#### TASK TO COMPLETE
Your answer should hold every line of the records below that contains the string "aside".

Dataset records

● ● ● ● ● ● ●

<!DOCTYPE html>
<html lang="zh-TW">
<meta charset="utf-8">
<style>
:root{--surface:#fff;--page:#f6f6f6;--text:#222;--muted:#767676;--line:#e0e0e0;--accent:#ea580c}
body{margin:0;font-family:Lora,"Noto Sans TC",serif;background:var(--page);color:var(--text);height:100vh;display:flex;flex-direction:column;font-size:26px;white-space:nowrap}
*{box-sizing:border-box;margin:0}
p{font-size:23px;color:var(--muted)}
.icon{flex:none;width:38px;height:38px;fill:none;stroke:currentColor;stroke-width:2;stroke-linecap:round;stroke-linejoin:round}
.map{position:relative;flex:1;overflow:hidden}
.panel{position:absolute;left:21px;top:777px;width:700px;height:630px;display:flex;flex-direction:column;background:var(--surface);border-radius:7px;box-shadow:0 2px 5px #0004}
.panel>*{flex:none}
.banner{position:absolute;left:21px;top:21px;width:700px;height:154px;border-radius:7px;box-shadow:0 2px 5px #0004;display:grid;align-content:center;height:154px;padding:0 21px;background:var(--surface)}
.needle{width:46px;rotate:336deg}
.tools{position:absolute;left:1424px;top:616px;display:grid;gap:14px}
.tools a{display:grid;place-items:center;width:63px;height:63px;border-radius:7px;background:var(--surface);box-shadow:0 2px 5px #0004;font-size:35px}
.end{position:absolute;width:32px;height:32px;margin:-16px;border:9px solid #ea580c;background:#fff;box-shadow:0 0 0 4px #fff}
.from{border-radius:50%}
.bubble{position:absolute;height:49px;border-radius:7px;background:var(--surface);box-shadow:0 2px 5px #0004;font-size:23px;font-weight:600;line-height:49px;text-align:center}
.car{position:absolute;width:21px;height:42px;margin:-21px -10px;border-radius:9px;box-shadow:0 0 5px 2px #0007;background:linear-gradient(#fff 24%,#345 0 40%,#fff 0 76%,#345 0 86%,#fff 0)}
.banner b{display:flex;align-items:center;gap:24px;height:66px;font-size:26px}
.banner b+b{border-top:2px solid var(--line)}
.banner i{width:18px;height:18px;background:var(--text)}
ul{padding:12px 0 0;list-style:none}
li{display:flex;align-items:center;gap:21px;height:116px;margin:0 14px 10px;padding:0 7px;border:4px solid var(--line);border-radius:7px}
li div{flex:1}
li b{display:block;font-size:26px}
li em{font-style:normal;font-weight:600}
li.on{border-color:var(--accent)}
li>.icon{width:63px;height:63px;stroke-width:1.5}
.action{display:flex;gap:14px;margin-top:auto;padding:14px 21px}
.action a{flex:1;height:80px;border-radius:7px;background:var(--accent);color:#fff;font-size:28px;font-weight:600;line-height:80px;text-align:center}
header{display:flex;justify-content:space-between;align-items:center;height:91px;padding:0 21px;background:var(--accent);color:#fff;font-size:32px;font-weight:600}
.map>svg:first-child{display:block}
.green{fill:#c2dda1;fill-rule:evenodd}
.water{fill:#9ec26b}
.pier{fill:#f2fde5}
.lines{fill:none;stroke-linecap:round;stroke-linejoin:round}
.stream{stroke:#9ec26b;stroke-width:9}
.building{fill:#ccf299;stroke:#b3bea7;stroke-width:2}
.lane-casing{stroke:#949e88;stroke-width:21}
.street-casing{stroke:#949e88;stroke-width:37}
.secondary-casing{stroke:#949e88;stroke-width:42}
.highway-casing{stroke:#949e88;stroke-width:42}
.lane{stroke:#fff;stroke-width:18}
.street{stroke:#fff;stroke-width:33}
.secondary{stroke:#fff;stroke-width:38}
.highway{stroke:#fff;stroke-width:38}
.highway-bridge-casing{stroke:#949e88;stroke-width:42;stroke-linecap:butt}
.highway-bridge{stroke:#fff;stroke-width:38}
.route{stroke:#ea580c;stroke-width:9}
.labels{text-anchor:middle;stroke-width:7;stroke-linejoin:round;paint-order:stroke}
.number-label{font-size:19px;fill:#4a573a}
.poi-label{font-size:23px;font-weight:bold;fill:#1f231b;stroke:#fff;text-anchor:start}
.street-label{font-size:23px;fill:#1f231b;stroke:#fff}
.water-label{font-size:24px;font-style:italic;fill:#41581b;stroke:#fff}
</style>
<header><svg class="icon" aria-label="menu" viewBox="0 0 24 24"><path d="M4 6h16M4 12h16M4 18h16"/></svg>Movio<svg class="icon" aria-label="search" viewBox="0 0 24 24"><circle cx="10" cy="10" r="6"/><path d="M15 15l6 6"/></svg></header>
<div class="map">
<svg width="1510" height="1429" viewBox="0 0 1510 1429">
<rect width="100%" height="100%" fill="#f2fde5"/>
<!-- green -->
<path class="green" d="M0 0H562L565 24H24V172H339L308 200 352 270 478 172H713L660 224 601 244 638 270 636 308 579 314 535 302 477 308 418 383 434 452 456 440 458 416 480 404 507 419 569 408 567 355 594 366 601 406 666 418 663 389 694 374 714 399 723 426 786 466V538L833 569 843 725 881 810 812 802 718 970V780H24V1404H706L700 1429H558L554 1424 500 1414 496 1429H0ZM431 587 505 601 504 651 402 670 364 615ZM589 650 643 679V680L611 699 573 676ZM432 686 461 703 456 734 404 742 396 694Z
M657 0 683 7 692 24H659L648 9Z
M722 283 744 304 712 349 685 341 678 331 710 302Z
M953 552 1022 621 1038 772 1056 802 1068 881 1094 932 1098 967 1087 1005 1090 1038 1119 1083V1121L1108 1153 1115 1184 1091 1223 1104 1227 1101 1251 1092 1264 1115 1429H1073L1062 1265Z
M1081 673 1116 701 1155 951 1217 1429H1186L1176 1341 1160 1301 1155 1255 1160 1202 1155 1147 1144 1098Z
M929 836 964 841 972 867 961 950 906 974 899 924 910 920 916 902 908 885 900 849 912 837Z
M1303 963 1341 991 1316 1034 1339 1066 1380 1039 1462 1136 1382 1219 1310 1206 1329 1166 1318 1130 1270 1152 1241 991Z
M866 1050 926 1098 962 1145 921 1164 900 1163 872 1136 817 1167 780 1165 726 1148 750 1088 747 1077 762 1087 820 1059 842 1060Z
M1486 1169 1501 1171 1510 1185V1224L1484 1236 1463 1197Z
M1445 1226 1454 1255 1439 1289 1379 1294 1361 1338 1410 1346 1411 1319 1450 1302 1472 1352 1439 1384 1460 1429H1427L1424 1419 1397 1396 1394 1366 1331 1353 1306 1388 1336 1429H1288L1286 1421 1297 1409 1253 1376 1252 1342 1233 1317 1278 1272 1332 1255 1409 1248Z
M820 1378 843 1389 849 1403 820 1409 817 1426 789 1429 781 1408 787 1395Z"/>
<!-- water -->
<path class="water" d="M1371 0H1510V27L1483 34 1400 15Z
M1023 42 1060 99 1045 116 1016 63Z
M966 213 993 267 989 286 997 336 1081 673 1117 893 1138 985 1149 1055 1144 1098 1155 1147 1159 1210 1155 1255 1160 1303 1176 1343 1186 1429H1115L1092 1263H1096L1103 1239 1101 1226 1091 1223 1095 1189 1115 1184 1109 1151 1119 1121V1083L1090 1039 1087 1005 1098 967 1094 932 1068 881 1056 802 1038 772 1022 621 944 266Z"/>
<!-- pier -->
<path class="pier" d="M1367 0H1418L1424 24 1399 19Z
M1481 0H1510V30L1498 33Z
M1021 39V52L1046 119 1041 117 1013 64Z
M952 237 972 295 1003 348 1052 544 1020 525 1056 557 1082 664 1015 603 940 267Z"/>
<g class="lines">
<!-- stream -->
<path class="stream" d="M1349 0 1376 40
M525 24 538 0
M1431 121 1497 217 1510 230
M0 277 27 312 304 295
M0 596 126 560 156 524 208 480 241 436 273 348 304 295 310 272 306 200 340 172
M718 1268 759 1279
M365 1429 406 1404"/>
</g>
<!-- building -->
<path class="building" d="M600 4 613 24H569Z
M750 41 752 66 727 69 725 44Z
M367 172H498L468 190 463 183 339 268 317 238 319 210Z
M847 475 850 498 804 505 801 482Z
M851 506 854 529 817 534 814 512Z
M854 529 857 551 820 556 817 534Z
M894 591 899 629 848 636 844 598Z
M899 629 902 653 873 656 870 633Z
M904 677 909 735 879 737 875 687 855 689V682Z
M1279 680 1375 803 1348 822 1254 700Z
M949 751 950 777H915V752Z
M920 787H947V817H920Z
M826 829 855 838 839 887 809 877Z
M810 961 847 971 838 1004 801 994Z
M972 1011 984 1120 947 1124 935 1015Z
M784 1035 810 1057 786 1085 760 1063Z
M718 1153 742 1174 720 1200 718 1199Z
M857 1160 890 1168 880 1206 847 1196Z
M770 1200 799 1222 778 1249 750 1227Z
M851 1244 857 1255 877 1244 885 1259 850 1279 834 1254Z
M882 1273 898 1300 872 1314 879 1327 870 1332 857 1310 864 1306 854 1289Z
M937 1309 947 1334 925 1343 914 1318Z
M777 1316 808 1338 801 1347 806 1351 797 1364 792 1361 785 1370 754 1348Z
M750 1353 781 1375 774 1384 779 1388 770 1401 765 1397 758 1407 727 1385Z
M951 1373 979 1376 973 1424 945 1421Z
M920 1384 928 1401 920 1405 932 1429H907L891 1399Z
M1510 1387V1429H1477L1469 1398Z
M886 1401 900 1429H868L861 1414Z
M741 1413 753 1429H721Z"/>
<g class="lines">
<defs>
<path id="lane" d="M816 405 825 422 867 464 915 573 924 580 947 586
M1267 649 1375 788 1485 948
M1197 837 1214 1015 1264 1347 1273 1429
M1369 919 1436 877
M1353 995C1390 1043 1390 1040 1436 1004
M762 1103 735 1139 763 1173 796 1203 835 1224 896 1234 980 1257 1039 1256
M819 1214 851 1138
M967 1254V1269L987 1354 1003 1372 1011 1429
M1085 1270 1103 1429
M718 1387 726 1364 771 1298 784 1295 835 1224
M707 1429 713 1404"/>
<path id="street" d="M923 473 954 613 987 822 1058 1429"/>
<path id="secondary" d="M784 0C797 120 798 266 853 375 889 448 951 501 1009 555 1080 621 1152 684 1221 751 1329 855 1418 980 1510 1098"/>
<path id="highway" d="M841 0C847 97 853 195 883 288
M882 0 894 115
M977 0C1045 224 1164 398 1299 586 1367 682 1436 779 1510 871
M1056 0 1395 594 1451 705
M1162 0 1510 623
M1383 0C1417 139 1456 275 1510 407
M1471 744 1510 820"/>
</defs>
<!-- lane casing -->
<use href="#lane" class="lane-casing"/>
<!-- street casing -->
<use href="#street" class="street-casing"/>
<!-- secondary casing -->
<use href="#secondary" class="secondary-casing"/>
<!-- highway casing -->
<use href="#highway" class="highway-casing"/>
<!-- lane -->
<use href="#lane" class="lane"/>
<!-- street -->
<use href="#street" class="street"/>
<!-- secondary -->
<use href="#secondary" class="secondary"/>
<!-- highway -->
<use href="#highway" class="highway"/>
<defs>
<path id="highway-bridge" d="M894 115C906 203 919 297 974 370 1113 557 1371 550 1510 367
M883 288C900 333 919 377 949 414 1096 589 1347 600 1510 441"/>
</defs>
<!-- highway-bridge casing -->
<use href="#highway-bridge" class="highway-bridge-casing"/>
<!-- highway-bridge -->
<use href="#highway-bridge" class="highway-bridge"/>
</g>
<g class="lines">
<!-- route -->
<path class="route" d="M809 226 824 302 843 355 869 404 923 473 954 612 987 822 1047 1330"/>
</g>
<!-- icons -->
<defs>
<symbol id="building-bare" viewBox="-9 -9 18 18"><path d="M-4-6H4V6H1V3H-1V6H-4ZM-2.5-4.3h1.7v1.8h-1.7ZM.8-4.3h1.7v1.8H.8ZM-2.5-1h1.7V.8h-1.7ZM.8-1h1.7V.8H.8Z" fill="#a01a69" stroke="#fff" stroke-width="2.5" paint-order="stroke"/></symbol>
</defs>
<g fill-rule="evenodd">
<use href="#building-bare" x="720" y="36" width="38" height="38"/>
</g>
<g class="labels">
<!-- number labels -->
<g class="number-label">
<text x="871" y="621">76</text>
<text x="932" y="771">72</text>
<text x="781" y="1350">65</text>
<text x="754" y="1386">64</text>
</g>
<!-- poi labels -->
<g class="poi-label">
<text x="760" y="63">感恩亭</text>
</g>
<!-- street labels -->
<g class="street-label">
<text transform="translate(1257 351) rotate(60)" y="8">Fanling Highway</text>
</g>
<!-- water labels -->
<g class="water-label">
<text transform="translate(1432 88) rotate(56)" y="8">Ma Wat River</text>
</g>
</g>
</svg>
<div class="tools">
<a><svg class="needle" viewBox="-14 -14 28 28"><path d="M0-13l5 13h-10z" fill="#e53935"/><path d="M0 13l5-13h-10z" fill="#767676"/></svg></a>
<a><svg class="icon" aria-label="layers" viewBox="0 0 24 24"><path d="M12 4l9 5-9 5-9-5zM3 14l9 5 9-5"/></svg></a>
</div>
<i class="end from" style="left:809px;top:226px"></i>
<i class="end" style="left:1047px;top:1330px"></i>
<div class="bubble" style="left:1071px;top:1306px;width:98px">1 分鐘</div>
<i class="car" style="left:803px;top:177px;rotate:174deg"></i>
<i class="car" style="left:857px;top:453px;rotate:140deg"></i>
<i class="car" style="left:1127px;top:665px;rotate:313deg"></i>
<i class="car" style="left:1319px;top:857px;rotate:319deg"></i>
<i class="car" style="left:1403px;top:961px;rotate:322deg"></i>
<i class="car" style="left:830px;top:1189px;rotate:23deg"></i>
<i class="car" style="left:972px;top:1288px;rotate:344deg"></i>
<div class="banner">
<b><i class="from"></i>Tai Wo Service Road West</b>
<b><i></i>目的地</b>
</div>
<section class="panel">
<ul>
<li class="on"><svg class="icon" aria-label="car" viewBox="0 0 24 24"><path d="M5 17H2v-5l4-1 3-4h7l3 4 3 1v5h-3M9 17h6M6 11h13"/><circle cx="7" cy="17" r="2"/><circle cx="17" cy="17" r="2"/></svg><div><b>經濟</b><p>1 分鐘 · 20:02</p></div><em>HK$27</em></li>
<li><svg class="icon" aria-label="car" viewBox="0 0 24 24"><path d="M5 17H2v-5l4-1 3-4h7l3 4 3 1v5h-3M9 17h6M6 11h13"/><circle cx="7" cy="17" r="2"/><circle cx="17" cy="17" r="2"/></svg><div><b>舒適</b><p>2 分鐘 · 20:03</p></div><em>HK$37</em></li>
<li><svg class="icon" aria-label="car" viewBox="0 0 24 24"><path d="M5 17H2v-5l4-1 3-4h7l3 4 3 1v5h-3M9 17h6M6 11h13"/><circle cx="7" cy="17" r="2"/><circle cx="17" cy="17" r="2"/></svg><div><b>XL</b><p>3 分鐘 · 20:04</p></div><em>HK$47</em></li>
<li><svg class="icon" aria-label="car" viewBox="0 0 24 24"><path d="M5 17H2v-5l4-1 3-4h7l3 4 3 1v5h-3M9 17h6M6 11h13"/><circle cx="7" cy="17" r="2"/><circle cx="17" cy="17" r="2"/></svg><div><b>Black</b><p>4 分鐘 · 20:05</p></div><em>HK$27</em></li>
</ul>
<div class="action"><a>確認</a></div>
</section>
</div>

● ● ● ● ● ● ●

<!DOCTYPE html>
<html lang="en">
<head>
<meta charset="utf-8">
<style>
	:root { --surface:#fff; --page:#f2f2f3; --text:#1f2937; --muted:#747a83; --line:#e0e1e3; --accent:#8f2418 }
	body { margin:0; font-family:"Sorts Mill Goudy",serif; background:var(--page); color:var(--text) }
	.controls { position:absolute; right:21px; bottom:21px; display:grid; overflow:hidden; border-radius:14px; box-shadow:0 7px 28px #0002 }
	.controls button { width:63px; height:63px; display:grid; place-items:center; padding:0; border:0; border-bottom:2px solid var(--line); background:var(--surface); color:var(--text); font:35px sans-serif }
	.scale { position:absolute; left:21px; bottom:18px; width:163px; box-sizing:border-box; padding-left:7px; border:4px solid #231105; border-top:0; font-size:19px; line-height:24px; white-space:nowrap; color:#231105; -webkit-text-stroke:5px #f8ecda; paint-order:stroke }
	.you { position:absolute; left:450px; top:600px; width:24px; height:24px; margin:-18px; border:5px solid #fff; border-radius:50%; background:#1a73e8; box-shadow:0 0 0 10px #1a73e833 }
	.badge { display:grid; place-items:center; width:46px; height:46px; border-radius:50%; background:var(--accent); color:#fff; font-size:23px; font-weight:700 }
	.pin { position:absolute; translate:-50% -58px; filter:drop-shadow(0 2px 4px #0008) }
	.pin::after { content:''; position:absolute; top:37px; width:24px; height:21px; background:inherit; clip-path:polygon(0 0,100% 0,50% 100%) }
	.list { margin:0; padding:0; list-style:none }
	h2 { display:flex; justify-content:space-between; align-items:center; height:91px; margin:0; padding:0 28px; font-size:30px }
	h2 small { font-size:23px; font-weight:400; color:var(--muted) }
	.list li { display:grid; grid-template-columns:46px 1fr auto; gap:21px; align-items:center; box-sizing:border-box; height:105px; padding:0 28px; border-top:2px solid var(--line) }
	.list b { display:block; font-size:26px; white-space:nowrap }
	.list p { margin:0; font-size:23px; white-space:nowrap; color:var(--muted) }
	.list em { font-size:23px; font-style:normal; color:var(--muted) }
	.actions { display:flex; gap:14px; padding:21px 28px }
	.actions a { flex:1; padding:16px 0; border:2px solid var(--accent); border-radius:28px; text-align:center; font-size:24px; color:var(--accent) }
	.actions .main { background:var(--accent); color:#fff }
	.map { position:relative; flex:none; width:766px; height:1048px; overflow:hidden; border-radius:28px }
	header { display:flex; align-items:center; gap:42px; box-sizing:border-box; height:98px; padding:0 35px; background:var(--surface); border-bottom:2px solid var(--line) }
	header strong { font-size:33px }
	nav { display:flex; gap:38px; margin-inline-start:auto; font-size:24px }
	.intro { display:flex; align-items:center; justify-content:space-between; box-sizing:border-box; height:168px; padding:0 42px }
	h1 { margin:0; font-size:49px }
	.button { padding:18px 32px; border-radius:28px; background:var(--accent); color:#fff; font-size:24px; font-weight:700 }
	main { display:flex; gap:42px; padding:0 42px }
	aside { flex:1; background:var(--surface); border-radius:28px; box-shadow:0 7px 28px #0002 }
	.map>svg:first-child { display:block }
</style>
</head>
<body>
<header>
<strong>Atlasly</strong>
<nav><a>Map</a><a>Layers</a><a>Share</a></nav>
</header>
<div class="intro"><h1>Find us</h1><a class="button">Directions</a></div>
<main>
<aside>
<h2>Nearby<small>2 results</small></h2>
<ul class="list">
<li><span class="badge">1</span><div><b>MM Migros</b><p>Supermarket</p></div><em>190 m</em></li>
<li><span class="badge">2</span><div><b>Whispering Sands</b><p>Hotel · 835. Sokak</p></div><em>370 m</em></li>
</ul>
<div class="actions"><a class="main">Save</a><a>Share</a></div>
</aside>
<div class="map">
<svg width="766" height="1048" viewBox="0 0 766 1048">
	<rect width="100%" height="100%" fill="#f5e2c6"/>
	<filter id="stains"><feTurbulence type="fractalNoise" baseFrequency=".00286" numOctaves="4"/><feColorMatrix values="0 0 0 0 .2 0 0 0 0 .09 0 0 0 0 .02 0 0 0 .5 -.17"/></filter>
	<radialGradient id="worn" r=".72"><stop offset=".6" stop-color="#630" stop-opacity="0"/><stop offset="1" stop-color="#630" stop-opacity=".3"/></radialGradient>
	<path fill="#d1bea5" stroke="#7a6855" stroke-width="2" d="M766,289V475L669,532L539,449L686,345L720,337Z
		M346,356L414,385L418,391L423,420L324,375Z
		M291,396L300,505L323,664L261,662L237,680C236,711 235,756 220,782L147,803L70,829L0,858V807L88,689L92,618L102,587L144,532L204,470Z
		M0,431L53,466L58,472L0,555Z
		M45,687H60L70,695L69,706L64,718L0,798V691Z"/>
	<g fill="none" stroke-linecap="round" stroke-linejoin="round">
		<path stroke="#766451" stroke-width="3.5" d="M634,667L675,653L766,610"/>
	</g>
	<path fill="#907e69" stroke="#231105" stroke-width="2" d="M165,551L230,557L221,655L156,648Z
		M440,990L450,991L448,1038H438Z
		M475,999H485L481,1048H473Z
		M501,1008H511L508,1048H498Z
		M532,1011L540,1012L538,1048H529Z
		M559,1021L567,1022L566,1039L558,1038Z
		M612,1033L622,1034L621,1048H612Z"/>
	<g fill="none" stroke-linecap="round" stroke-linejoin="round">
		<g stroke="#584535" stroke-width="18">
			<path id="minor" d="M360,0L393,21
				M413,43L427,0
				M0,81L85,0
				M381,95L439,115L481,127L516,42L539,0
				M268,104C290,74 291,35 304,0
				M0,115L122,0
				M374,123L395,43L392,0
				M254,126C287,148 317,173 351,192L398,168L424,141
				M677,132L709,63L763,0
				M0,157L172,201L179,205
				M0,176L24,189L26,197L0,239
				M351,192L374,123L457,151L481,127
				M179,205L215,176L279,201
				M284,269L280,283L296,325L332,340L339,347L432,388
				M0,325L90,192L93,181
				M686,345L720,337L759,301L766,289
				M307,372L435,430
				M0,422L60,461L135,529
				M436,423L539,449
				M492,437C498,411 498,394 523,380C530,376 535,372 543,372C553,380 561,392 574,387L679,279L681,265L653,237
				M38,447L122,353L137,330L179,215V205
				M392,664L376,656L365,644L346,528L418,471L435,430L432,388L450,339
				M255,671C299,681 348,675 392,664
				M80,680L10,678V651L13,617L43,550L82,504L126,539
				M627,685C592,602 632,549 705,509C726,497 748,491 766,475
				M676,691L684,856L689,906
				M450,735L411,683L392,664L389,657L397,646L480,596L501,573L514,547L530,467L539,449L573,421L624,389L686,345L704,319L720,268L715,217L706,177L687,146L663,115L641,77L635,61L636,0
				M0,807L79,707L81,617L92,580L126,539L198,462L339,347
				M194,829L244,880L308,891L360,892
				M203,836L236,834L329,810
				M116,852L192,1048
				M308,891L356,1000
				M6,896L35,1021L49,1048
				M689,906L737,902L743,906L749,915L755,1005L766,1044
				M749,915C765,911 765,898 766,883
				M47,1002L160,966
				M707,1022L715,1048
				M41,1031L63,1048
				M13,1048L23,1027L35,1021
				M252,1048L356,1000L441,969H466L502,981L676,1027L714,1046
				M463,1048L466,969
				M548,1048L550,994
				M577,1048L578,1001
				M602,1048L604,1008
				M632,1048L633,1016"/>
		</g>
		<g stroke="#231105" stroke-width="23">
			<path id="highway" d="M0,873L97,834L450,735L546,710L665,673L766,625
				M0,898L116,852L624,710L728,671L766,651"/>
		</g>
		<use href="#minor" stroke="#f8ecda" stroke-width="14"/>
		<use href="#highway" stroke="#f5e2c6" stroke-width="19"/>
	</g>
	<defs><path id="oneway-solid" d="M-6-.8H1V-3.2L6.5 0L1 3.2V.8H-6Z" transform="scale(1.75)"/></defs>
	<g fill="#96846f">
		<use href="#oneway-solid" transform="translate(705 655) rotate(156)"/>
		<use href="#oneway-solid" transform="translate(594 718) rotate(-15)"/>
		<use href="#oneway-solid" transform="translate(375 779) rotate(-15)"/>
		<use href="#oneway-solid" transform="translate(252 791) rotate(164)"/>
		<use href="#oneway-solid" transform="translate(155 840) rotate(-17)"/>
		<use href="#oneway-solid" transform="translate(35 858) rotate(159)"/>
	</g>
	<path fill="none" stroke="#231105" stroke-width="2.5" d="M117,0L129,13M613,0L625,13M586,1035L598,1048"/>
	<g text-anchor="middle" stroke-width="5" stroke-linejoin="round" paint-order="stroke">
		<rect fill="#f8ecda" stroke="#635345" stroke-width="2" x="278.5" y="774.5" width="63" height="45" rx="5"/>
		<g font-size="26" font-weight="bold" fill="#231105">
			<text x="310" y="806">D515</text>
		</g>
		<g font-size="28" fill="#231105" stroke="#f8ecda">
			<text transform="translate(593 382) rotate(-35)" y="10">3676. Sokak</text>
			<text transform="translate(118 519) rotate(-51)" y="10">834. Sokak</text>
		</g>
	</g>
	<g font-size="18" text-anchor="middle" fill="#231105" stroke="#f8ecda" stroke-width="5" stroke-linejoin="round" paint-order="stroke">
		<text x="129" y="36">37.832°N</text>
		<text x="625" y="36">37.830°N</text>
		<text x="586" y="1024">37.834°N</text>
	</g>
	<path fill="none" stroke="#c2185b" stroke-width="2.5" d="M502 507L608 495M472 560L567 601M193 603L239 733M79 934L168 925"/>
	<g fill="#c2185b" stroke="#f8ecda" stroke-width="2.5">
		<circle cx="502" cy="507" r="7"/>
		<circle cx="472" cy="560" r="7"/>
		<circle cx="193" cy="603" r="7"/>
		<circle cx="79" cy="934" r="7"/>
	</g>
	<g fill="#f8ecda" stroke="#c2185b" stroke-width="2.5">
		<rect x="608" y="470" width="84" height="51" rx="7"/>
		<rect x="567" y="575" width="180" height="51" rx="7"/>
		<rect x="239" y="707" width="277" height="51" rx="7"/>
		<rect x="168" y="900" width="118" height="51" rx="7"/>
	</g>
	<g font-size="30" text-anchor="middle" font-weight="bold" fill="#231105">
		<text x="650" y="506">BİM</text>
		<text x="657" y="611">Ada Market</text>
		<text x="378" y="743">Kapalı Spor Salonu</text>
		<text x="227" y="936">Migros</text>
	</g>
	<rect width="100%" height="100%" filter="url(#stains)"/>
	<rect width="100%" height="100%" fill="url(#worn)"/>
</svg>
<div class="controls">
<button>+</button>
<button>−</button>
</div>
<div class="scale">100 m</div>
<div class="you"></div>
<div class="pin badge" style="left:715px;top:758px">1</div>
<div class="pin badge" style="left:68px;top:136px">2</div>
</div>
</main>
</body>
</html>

● ● ● ● ● ● ●

#### WRITTEN REPLY
	aside { flex:1; background:var(--surface); border-radius:28px; box-shadow:0 7px 28px #0002 }
<aside>
</aside>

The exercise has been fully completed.